Polytechnique, l'éloquence de l'art


Photo du film Polytechnique



Progrès-dimanche
Arts Édito, dimanche, 8 février 2009, p. 34




L'éloquence de l'art

Christiane Laforge

Voilà plus de 35 ans que j'utilise les mots pour parler des artistes et de leur importance. Tout ce temps d'une carrière journalistique au cours de laquelle je n'ai jamais douté de cette conviction: l'art est la voix, le miroir, l'expression de ce que nous sommes.

Le jeune réalisateur de Polytechnique Denis Villeneuve et son équipe, producteurs, scénaristes, comédiens, en sont un exemple frappant.

Outre que le cinéma réunit plusieurs disciplines artistiques, sa finalité, à l'instar d'autres formes d'expressions artistiques, transcende le pire et le meilleur de notre humanité.

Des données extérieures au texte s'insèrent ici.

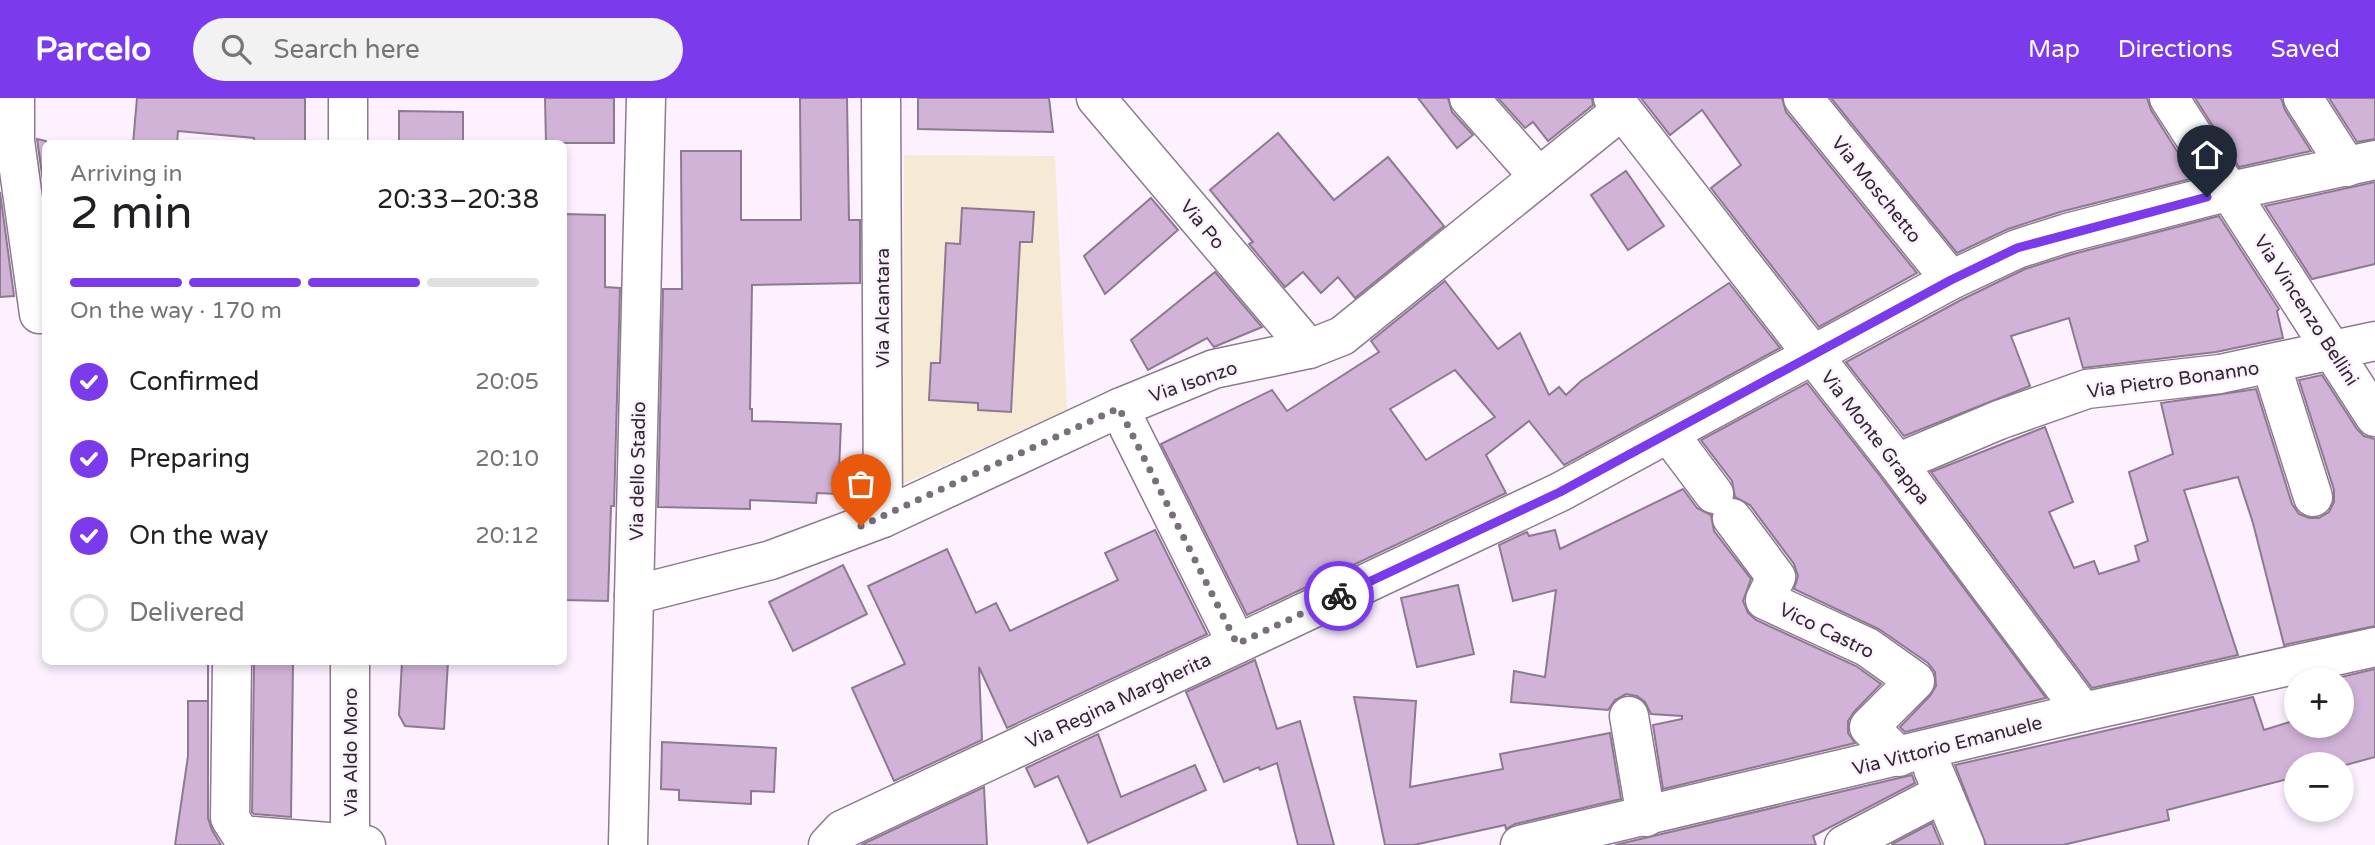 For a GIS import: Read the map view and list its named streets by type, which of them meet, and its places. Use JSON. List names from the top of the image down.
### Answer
{
  "streets": {
    "street": [
      "Via Moschetto",
      "Via Po",
      "Via Alcantara",
      "Via Vincenzo Bellini",
      "Via Pietro Bonanno",
      "Via Isonzo",
      "Via Monte Grappa",
      "Via dello Stadio",
      "Vico Castro",
      "Via Regina Margherita",
      "Via Vittorio Emanuele",
      "Via Aldo Moro"
    ]
  },
  "crossings": [
    ["Via Moschetto", "Via Regina Margherita"],
    ["Via Po", "Via Isonzo"],
    ["Via Alcantara", "Via Isonzo"],
    ["Via Vincenzo Bellini", "Via Pietro Bonanno"],
    ["Via Vincenzo Bellini", "Via Regina Margherita"],
    ["Via Pietro Bonanno", "Via Monte Grappa"],
    ["Via Isonzo", "Via Monte Grappa"],
    ["Via Isonzo", "Via dello Stadio"],
    ["Via Monte Grappa", "Via Regina Margherita"],
    ["Via Monte Grappa", "Via Vittorio Emanuele"],
    ["Vico Castro", "Via Regina Margherita"],
    ["Vico Castro", "Via Vittorio Emanuele"]
  ],
  "page": {
    "header": "Parcelo",
    "search": "Search here",
    "nav": ["Map", "Directions", "Saved"],
    "heading": ["2 min", "Arriving in", "20:33–20:38"],
    "bar": "On the way · 170 m",
    "list": [
      ["Confirmed", "20:05"],
      ["Preparing", "20:10"],
      ["On the way", "20:12"],
      "Delivered"
    ],
    "map_buttons": ["+", "−"]
  }
}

La tragédie du 6 décembre 1989, alors qu'un homme a délibérément tué 14 femmes étudiant à cette école de Montréal, suscite le désarroi, l'horreur devant la violence du geste, une infinie tristesse devant l'incompréhensible fatalité. Et pourtant, face au grand écran du cinéma Odyssée de Chicoutimi, je me suis inclinée devant une œuvre d'art magistrale.

Montrer

Le film Polytechnique dépasse l'évènement réel qui a marqué toute une population en 1989. Le scénariste Jacques Dabvidts a su aller au cœur d'un fait pour en extraire la forme.

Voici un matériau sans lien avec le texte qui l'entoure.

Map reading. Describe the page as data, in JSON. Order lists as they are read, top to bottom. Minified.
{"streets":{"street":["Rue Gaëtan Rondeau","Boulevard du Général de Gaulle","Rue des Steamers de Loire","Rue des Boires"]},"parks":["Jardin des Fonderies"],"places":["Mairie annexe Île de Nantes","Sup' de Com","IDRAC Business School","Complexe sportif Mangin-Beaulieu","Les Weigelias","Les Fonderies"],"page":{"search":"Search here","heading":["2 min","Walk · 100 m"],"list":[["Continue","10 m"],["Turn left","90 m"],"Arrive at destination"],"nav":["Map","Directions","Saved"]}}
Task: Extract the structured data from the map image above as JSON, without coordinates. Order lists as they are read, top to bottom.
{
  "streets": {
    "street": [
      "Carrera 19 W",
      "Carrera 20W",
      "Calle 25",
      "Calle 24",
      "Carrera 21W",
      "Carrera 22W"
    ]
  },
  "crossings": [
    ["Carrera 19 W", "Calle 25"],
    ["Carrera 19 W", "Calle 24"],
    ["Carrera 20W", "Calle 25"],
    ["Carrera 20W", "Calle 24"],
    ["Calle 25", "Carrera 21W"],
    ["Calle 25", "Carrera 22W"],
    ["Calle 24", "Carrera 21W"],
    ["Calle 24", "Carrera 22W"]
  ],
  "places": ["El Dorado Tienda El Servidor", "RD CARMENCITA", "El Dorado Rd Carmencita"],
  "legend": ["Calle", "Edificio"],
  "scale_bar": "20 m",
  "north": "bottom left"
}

Comment dire? Il a retenu les gestes comme le sculpteur détermine les formes. Il a situé les mots, jamais trop, jamais trop peu, comme le peintre amalgame les couleurs. Les comédiens sont devenus la toile réfléchissant l'ensemble pour en rendre l'expression voulue. La caméra a su tirer parti de chaque plan. Cette route longeant les glaces projetées à la verticale comme une toile se défaisant sous nos yeux. Ou ce couloir inversé comme pour mieux ressentir le sentiment d'un univers totalement renversé. Tant d'exemples d'un film exceptionnel que l'on pourrait citer!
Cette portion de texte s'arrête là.